/---
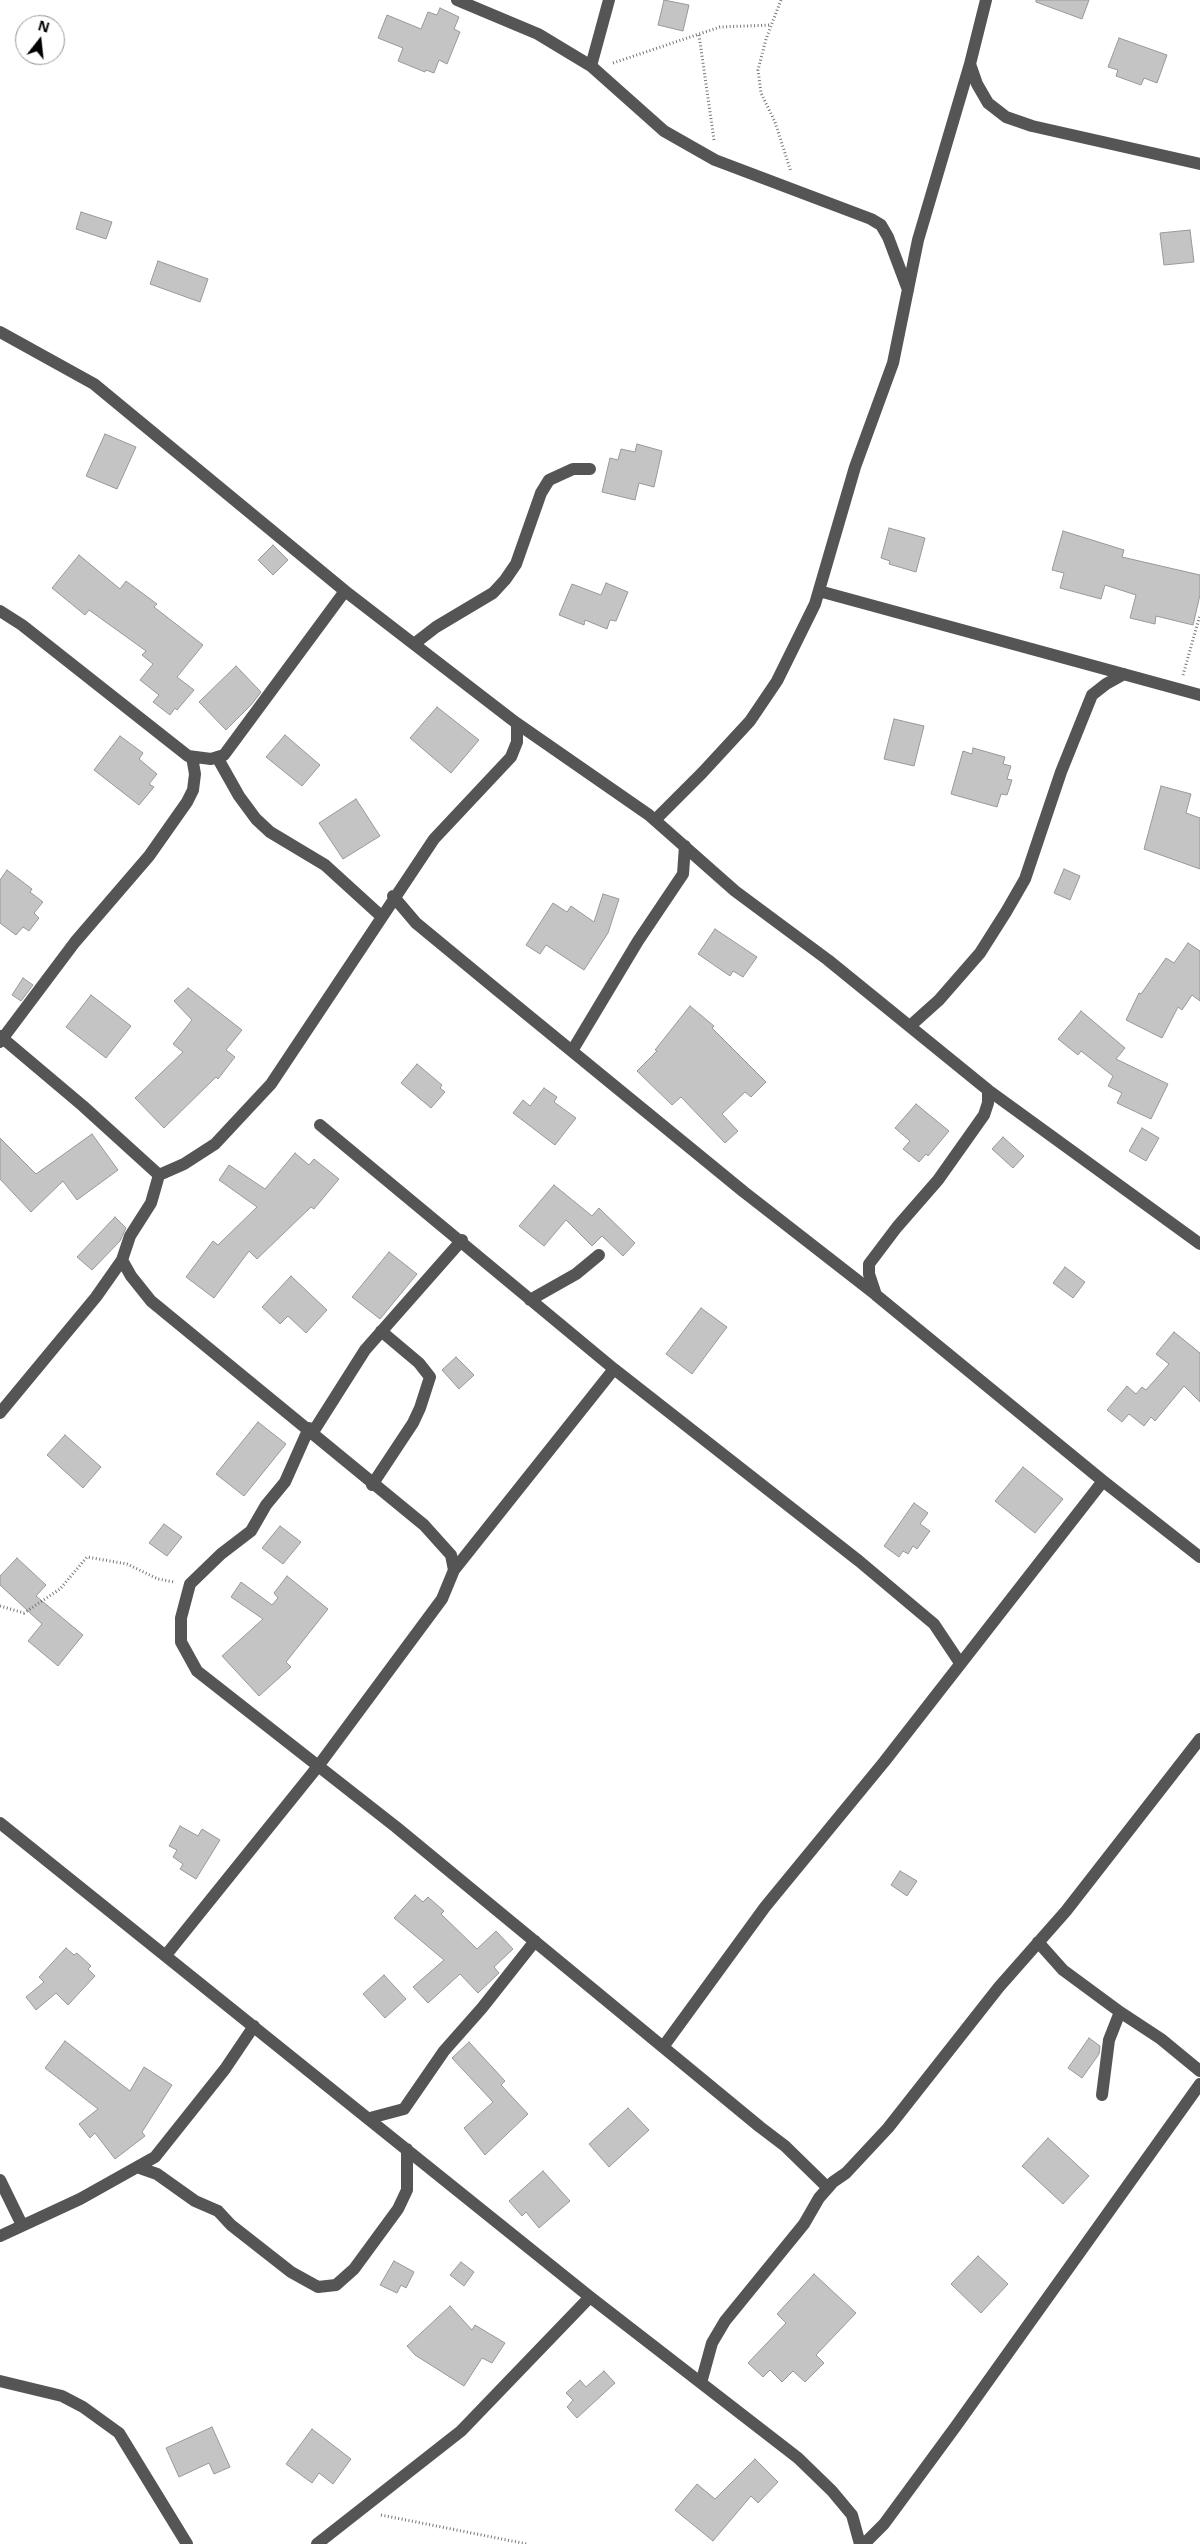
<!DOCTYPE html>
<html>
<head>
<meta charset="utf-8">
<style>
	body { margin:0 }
	#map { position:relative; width:1200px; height:2544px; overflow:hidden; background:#fff; font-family:"Open Sans",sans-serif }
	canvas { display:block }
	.north { position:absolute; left:15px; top:15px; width:50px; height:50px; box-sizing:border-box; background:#fff; border:1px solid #999; border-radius:50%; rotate:16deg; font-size:14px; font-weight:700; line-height:20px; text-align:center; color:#000 }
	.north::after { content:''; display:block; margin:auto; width:18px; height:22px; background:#000; clip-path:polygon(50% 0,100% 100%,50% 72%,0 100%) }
</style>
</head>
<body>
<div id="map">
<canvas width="1200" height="2544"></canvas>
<div class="north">N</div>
</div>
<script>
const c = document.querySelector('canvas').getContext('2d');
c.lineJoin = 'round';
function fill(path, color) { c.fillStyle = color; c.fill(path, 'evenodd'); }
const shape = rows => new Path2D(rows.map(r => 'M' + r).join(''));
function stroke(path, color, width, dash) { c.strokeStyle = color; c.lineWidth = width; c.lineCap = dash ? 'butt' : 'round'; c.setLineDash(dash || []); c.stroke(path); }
const building = shape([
	[664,0,689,5,683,31,658,25,664,0],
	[1036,0,1089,0,1082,19,1036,2,1036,0],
	[440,8,459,17,454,29,460,32,447,64,439,60,434,73,426,70,425,72,398,61,403,48,378,38,387,15,421,29,428,12,437,15,440,8],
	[1119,38,1167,55,1157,83,1144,78,1141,85,1116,76,1118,70,1108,67,1119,38],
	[81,212,112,222,106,239,76,229,81,212],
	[1190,230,1194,262,1164,265,1160,233,1190,230],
	[158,261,208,279,200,302,150,284,158,261],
	[105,434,136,447,117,489,86,476,105,434],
	[637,444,662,451,654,487,639,483,635,500,602,492,610,458,618,460,621,449,635,452,637,444],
	[889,528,925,538,916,572,889,564,890,561,881,558,889,528],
	[1063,531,1124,550,1122,557,1200,575,1200,595,1193,625,1156,616,1155,624,1130,618,1136,595,1105,585,1101,599,1060,588,1064,573,1052,570,1063,531],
	[273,545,288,560,273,575,258,560,273,545],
	[79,555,120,589,126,581,157,604,154,607,203,645,177,677,194,690,177,710,175,708,170,715,153,702,159,695,140,680,153,664,142,655,146,651,89,610,85,615,52,588,79,555],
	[606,583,628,592,616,621,610,620,607,629,585,620,584,625,559,615,572,584,601,595,606,583],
	[236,666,261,692,251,705,226,730,199,702,236,666],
	[437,707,479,740,451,773,410,738,437,707],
	[894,719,924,726,914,766,884,759,894,719],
	[285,735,320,765,302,786,266,757,285,735],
	[120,736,143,753,139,759,157,774,149,784,154,787,139,805,94,770,120,736],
	[973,748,1005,757,1003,764,1011,766,1007,779,1012,780,1007,795,1001,794,997,807,951,794,963,751,972,754,973,748],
	[1161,786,1191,794,1186,813,1200,818,1200,869,1144,849,1161,786],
	[356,799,380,836,343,859,319,823,356,799],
	[1064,869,1080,876,1070,900,1054,893,1064,869],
	[7,870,32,889,30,892,43,902,34,913,39,918,29,931,23,927,16,935,0,923,0,880,7,870],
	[603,894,619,899,608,933,584,970,546,945,540,954,526,945,553,903,567,912,571,906,594,922,603,894],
	[715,929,757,957,743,977,733,971,730,976,698,954,715,929],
	[1188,943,1200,951,1200,1001,1192,995,1182,1010,1178,1007,1162,1038,1126,1020,1139,993,1141,994,1166,958,1174,963,1188,943],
	[23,978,33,985,21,1001,12,995,23,978],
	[188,988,242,1030,226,1050,235,1057,218,1079,216,1077,164,1128,135,1098,183,1052,173,1044,192,1020,174,1001,188,988],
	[91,995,131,1026,106,1058,66,1027,91,995],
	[690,1006,714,1026,712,1028,766,1082,751,1097,745,1092,722,1114,738,1131,725,1143,681,1097,672,1105,637,1071,657,1051,655,1050,690,1006],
	[1081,1011,1125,1048,1116,1059,1168,1084,1151,1119,1117,1103,1122,1093,1108,1086,1113,1076,1081,1051,1078,1055,1058,1039,1081,1011],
	[417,1064,442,1085,440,1088,445,1092,431,1108,401,1083,417,1064],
	[544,1088,557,1097,554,1102,576,1118,555,1145,513,1113,523,1100,530,1106,544,1088],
	[916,1104,949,1131,928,1156,926,1154,919,1162,903,1149,910,1141,895,1128,916,1104],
	[1142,1128,1159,1138,1146,1161,1129,1151,1142,1128],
	[92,1134,118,1170,77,1200,63,1181,31,1212,0,1179,0,1138,36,1174,92,1134],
	[1003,1137,1024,1156,1013,1168,992,1149,1003,1137],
	[295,1153,309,1165,314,1159,339,1179,314,1209,311,1207,257,1259,249,1251,214,1298,186,1277,213,1241,218,1245,257,1207,219,1180,229,1165,265,1189,295,1153],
	[554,1185,592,1216,599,1208,635,1243,623,1256,602,1236,592,1246,566,1220,544,1246,519,1226,554,1185],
	[115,1217,126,1228,120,1241,92,1270,77,1257,115,1217],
	[389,1252,417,1274,380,1319,352,1297,389,1252],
	[1065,1267,1085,1282,1073,1298,1053,1283,1065,1267],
	[291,1276,327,1310,306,1333,288,1316,280,1324,262,1307,291,1276],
	[701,1308,727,1327,692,1374,666,1354,701,1308],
	[1174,1332,1200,1353,1200,1402,1184,1386,1155,1421,1151,1417,1144,1426,1129,1414,1122,1422,1107,1410,1127,1386,1136,1394,1142,1387,1146,1390,1169,1364,1156,1354,1174,1332],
	[456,1357,474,1375,459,1389,442,1370,456,1357],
	[258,1422,286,1444,244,1496,216,1474,258,1422],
	[65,1435,101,1467,83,1488,47,1455,65,1435],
	[1023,1467,1063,1499,1035,1533,995,1501,1023,1467],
	[914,1503,928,1513,920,1524,930,1531,917,1549,913,1546,908,1554,903,1551,899,1557,884,1546,914,1503],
	[164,1524,182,1537,167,1556,149,1543,164,1524],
	[280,1526,301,1542,283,1564,262,1548,280,1526],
	[17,1558,46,1585,36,1596,83,1635,58,1666,28,1641,42,1624,0,1585,0,1576,17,1558],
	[287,1576,328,1609,286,1662,291,1667,259,1696,222,1656,263,1619,231,1597,241,1582,272,1605,278,1598,274,1593,287,1576],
	[180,1826,198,1836,202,1829,220,1840,196,1879,180,1869,183,1864,173,1857,177,1850,169,1846,180,1826],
	[900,1871,917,1881,907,1896,891,1885,900,1871],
	[415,1895,423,1902,428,1897,444,1911,441,1914,477,1949,496,1931,513,1949,494,1967,499,1973,478,1993,460,1974,428,2003,413,1987,444,1960,394,1918,415,1895],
	[66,1948,74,1955,77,1953,91,1966,88,1969,95,1976,68,2005,56,1993,36,2010,26,1997,44,1982,39,1977,66,1948],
	[384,1975,406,1999,385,2018,363,1994,384,1975],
	[1089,2038,1100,2046,1099,2054,1082,2078,1068,2068,1089,2038],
	[65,2041,130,2091,144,2067,172,2085,142,2132,145,2136,115,2159,95,2133,90,2138,79,2124,98,2109,45,2068,65,2041],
	[469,2042,505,2081,501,2085,528,2114,485,2155,464,2128,493,2102,452,2058,469,2042],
	[628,2108,649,2130,609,2167,589,2144,628,2108],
	[1048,2138,1089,2176,1063,2204,1022,2166,1048,2138],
	[543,2171,570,2201,539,2228,526,2212,522,2216,509,2201,543,2171],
	[978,2256,1008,2284,981,2313,951,2284,978,2256],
	[394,2261,414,2272,406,2288,401,2285,397,2293,380,2285,394,2261],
	[461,2262,474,2272,464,2286,450,2275,461,2262],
	[814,2274,856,2313,816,2355,824,2363,805,2382,793,2371,782,2382,770,2370,763,2377,748,2363,786,2323,777,2314,814,2274],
	[450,2306,472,2330,475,2325,505,2343,492,2363,482,2358,464,2386,415,2355,407,2346,450,2306],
	[604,2371,615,2383,577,2418,567,2407,573,2400,566,2393,580,2380,586,2387,604,2371],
	[212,2427,230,2467,214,2474,209,2463,179,2477,166,2448,212,2427],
	[312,2429,351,2459,333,2484,319,2473,312,2483,286,2464,312,2429],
	[755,2459,778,2482,758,2503,751,2496,713,2541,675,2510,697,2484,715,2499,755,2459]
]);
const path = shape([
	[781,0,766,39,758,70,761,93,775,122,791,172],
	[699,35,714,140],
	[613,63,720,27,771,25],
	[1183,675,1200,615],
	[0,1606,24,1613,60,1589,87,1557,127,1564,158,1579,174,1582],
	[381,2515,527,2544]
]);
const minor = shape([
	[457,0,538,34,591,66,664,131,715,160,871,219,881,225,888,237,908,290],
	[970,64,977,84,988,103,1006,117,1032,126,1200,164],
	[591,66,609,0],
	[0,332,94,384,345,591,515,722,649,815,735,891,828,960,988,1090,1200,1244],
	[819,591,1200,695],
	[0,611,22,625,188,756,211,759,224,755,345,591],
	[414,644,436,627,493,593,505,580,516,564,541,493,549,480,573,469,590,469],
	[217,757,239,796,256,819,270,832,325,865,381,916],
	[655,820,702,773,750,721,777,681,815,604,855,467,893,363,918,240,970,64,986,0],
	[393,896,416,923,496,989,744,1192,875,1294],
	[910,1026,939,1000,980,953,1006,912,1025,879,1061,772,1092,695,1106,684,1124,674],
	[0,1036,83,1106,159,1175,151,1203,130,1236,122,1260,131,1276,151,1301,424,1525,451,1555,454,1570,442,1599,319,1765,166,1955],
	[0,1042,75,942,149,856,187,802,193,790,195,774,192,757],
	[572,1051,638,941,683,874,685,846],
	[988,1090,988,1103,984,1115,938,1180,897,1227,869,1264,869,1274,876,1295,1103,1481,1200,1557],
	[320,1125,614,1369,859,1561,934,1624,960,1663],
	[159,1175,184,1164,215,1144,271,1084,434,839,511,757,517,742,517,724],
	[530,1300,576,1274,599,1255],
	[0,1413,96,1297,122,1260],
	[309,1428,285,1482,266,1505,251,1531,221,1554,190,1584,181,1618,181,1642,197,1671,396,1827,760,2127,785,2146,828,2188],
	[313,1432,365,1350,462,1240],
	[372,1485,413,1423,420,1408,430,1377,419,1363,381,1331],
	[454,1570,614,1369],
	[0,1823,590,2297,798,2458,832,2491,852,2515,860,2544],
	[1038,1942,1063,1970,1120,2012,1161,2039,1200,2071],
	[663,2047,765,1907,884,1762,1103,1481],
	[1102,2095,1109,2040,1120,2012],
	[370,2118,404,2109,444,2051,482,2008,535,1941],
	[137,2167,157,2174,195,2201,218,2211,231,2225,291,2272,318,2287,336,2285,354,2269,398,2209,407,2190,407,2149],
	[0,2180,22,2225],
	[0,2236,80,2199,155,2157,225,2069,254,2026],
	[0,2381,62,2396,83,2407,119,2433,187,2544],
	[701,2383,712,2343,725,2321,804,2224,819,2198,833,2182,846,2173,888,2128,999,1987,1066,1911,1200,1739],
	[317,2544,461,2431,590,2297],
	[864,2544,884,2524,956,2426,1200,2084]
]);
fill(building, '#c4c4c4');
stroke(building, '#999', 1);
stroke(path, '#777', 3, [1, 2.5]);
stroke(minor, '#555', 12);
</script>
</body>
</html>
\---
WHAT IS NEEDED:
Which of the lines above mention the word "canvas"? Pull those lines out.

EXPECTED ANSWER:
	canvas { display:block }
<canvas width="1200" height="2544"></canvas>
const c = document.querySelector('canvas').getContext('2d');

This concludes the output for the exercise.